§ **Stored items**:
--------------------
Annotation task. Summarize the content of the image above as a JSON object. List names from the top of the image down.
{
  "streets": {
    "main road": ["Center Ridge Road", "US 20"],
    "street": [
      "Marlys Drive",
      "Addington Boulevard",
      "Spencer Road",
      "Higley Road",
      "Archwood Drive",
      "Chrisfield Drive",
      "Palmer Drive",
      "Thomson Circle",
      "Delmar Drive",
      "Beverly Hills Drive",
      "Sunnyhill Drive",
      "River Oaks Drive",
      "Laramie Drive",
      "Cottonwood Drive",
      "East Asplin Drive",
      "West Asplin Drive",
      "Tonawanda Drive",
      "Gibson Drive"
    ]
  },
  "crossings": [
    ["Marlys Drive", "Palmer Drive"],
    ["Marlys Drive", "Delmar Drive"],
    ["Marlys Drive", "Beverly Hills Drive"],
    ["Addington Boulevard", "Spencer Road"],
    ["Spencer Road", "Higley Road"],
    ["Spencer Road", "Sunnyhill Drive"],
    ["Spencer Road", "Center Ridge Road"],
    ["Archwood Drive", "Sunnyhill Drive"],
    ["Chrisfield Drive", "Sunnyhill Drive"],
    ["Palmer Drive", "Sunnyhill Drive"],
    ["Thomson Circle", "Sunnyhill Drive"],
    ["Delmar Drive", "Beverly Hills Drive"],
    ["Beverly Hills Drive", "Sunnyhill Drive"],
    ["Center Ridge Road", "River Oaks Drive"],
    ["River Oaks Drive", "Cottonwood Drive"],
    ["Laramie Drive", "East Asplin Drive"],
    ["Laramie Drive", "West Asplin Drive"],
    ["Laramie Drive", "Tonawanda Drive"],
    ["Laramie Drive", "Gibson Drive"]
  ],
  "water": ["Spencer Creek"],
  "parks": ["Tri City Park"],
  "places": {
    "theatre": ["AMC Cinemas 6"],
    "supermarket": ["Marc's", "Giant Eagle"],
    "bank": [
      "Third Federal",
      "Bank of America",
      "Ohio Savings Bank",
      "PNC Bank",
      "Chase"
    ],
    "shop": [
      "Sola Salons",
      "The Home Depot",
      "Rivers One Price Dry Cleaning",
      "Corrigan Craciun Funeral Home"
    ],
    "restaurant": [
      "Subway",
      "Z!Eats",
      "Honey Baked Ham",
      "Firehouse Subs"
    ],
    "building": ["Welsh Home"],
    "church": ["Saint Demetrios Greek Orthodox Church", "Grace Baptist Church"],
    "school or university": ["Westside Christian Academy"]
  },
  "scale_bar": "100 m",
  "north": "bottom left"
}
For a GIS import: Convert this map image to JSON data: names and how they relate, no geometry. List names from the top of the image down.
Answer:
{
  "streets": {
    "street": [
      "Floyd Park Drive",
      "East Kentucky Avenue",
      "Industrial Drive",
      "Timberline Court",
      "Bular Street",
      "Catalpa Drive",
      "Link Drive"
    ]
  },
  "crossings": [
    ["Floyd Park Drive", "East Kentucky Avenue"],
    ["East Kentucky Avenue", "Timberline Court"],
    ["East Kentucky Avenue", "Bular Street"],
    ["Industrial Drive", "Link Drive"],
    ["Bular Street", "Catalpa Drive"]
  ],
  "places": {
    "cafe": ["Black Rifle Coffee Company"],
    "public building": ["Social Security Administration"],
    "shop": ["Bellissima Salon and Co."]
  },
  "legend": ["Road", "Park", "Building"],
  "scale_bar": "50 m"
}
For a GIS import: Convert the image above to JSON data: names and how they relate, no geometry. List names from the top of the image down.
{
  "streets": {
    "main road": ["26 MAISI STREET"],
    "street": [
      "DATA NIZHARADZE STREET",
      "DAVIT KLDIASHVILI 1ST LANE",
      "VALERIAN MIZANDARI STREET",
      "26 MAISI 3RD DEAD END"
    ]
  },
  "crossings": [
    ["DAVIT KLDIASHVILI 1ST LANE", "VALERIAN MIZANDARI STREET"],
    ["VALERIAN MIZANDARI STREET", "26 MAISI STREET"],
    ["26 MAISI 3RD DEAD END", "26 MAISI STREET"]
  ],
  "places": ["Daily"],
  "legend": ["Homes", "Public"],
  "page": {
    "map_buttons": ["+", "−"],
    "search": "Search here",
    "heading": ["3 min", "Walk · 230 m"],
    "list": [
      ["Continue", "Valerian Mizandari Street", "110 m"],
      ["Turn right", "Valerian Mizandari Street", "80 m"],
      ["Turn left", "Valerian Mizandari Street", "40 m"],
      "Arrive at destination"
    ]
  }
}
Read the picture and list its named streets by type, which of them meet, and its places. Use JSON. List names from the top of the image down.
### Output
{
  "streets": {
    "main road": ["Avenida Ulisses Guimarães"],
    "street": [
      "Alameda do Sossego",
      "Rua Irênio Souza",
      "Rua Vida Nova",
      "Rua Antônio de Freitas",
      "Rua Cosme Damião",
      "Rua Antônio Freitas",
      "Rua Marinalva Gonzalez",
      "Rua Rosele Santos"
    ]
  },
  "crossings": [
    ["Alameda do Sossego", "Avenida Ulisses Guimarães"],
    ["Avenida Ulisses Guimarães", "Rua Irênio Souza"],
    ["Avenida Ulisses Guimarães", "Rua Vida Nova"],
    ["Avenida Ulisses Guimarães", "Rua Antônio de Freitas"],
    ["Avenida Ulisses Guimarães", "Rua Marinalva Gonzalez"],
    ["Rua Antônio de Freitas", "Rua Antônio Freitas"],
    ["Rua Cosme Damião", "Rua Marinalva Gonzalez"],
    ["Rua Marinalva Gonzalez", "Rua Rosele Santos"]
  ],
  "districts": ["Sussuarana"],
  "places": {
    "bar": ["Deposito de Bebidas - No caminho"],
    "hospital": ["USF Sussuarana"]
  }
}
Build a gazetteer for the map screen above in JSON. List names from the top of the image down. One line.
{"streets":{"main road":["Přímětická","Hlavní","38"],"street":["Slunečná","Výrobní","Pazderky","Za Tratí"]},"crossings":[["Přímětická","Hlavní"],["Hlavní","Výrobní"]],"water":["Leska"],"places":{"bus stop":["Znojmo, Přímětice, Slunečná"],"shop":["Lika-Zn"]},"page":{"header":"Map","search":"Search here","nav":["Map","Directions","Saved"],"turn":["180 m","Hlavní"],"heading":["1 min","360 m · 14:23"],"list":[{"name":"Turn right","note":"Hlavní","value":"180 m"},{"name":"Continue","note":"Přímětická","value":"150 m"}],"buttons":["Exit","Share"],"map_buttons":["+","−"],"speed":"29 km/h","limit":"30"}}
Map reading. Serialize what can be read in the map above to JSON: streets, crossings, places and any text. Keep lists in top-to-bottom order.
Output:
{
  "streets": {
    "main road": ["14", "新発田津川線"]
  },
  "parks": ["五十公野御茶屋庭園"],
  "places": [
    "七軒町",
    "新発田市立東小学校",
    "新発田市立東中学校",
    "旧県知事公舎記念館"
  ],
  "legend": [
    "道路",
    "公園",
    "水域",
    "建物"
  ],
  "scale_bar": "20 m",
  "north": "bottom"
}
--------------------
§ **What is being asked**: Without changing anything, repeat every record above.

§ **Response below**:
Annotation task. Summarize the content of the image above as a JSON object. List names from the top of the image down.
{
  "streets": {
    "main road": ["Center Ridge Road", "US 20"],
    "street": [
      "Marlys Drive",
      "Addington Boulevard",
      "Spencer Road",
      "Higley Road",
      "Archwood Drive",
      "Chrisfield Drive",
      "Palmer Drive",
      "Thomson Circle",
      "Delmar Drive",
      "Beverly Hills Drive",
      "Sunnyhill Drive",
      "River Oaks Drive",
      "Laramie Drive",
      "Cottonwood Drive",
      "East Asplin Drive",
      "West Asplin Drive",
      "Tonawanda Drive",
      "Gibson Drive"
    ]
  },
  "crossings": [
    ["Marlys Drive", "Palmer Drive"],
    ["Marlys Drive", "Delmar Drive"],
    ["Marlys Drive", "Beverly Hills Drive"],
    ["Addington Boulevard", "Spencer Road"],
    ["Spencer Road", "Higley Road"],
    ["Spencer Road", "Sunnyhill Drive"],
    ["Spencer Road", "Center Ridge Road"],
    ["Archwood Drive", "Sunnyhill Drive"],
    ["Chrisfield Drive", "Sunnyhill Drive"],
    ["Palmer Drive", "Sunnyhill Drive"],
    ["Thomson Circle", "Sunnyhill Drive"],
    ["Delmar Drive", "Beverly Hills Drive"],
    ["Beverly Hills Drive", "Sunnyhill Drive"],
    ["Center Ridge Road", "River Oaks Drive"],
    ["River Oaks Drive", "Cottonwood Drive"],
    ["Laramie Drive", "East Asplin Drive"],
    ["Laramie Drive", "West Asplin Drive"],
    ["Laramie Drive", "Tonawanda Drive"],
    ["Laramie Drive", "Gibson Drive"]
  ],
  "water": ["Spencer Creek"],
  "parks": ["Tri City Park"],
  "places": {
    "theatre": ["AMC Cinemas 6"],
    "supermarket": ["Marc's", "Giant Eagle"],
    "bank": [
      "Third Federal",
      "Bank of America",
      "Ohio Savings Bank",
      "PNC Bank",
      "Chase"
    ],
    "shop": [
      "Sola Salons",
      "The Home Depot",
      "Rivers One Price Dry Cleaning",
      "Corrigan Craciun Funeral Home"
    ],
    "restaurant": [
      "Subway",
      "Z!Eats",
      "Honey Baked Ham",
      "Firehouse Subs"
    ],
    "building": ["Welsh Home"],
    "church": ["Saint Demetrios Greek Orthodox Church", "Grace Baptist Church"],
    "school or university": ["Westside Christian Academy"]
  },
  "scale_bar": "100 m",
  "north": "bottom left"
}
For a GIS import: Convert this map image to JSON data: names and how they relate, no geometry. List names from the top of the image down.
Answer:
{
  "streets": {
    "street": [
      "Floyd Park Drive",
      "East Kentucky Avenue",
      "Industrial Drive",
      "Timberline Court",
      "Bular Street",
      "Catalpa Drive",
      "Link Drive"
    ]
  },
  "crossings": [
    ["Floyd Park Drive", "East Kentucky Avenue"],
    ["East Kentucky Avenue", "Timberline Court"],
    ["East Kentucky Avenue", "Bular Street"],
    ["Industrial Drive", "Link Drive"],
    ["Bular Street", "Catalpa Drive"]
  ],
  "places": {
    "cafe": ["Black Rifle Coffee Company"],
    "public building": ["Social Security Administration"],
    "shop": ["Bellissima Salon and Co."]
  },
  "legend": ["Road", "Park", "Building"],
  "scale_bar": "50 m"
}
For a GIS import: Convert the image above to JSON data: names and how they relate, no geometry. List names from the top of the image down.
{
  "streets": {
    "main road": ["26 MAISI STREET"],
    "street": [
      "DATA NIZHARADZE STREET",
      "DAVIT KLDIASHVILI 1ST LANE",
      "VALERIAN MIZANDARI STREET",
      "26 MAISI 3RD DEAD END"
    ]
  },
  "crossings": [
    ["DAVIT KLDIASHVILI 1ST LANE", "VALERIAN MIZANDARI STREET"],
    ["VALERIAN MIZANDARI STREET", "26 MAISI STREET"],
    ["26 MAISI 3RD DEAD END", "26 MAISI STREET"]
  ],
  "places": ["Daily"],
  "legend": ["Homes", "Public"],
  "page": {
    "map_buttons": ["+", "−"],
    "search": "Search here",
    "heading": ["3 min", "Walk · 230 m"],
    "list": [
      ["Continue", "Valerian Mizandari Street", "110 m"],
      ["Turn right", "Valerian Mizandari Street", "80 m"],
      ["Turn left", "Valerian Mizandari Street", "40 m"],
      "Arrive at destination"
    ]
  }
}
Read the picture and list its named streets by type, which of them meet, and its places. Use JSON. List names from the top of the image down.
### Output
{
  "streets": {
    "main road": ["Avenida Ulisses Guimarães"],
    "street": [
      "Alameda do Sossego",
      "Rua Irênio Souza",
      "Rua Vida Nova",
      "Rua Antônio de Freitas",
      "Rua Cosme Damião",
      "Rua Antônio Freitas",
      "Rua Marinalva Gonzalez",
      "Rua Rosele Santos"
    ]
  },
  "crossings": [
    ["Alameda do Sossego", "Avenida Ulisses Guimarães"],
    ["Avenida Ulisses Guimarães", "Rua Irênio Souza"],
    ["Avenida Ulisses Guimarães", "Rua Vida Nova"],
    ["Avenida Ulisses Guimarães", "Rua Antônio de Freitas"],
    ["Avenida Ulisses Guimarães", "Rua Marinalva Gonzalez"],
    ["Rua Antônio de Freitas", "Rua Antônio Freitas"],
    ["Rua Cosme Damião", "Rua Marinalva Gonzalez"],
    ["Rua Marinalva Gonzalez", "Rua Rosele Santos"]
  ],
  "districts": ["Sussuarana"],
  "places": {
    "bar": ["Deposito de Bebidas - No caminho"],
    "hospital": ["USF Sussuarana"]
  }
}
Build a gazetteer for the map screen above in JSON. List names from the top of the image down. One line.
{"streets":{"main road":["Přímětická","Hlavní","38"],"street":["Slunečná","Výrobní","Pazderky","Za Tratí"]},"crossings":[["Přímětická","Hlavní"],["Hlavní","Výrobní"]],"water":["Leska"],"places":{"bus stop":["Znojmo, Přímětice, Slunečná"],"shop":["Lika-Zn"]},"page":{"header":"Map","search":"Search here","nav":["Map","Directions","Saved"],"turn":["180 m","Hlavní"],"heading":["1 min","360 m · 14:23"],"list":[{"name":"Turn right","note":"Hlavní","value":"180 m"},{"name":"Continue","note":"Přímětická","value":"150 m"}],"buttons":["Exit","Share"],"map_buttons":["+","−"],"speed":"29 km/h","limit":"30"}}
Map reading. Serialize what can be read in the map above to JSON: streets, crossings, places and any text. Keep lists in top-to-bottom order.
Output:
{
  "streets": {
    "main road": ["14", "新発田津川線"]
  },
  "parks": ["五十公野御茶屋庭園"],
  "places": [
    "七軒町",
    "新発田市立東小学校",
    "新発田市立東中学校",
    "旧県知事公舎記念館"
  ],
  "legend": [
    "道路",
    "公園",
    "水域",
    "建物"
  ],
  "scale_bar": "20 m",
  "north": "bottom"
}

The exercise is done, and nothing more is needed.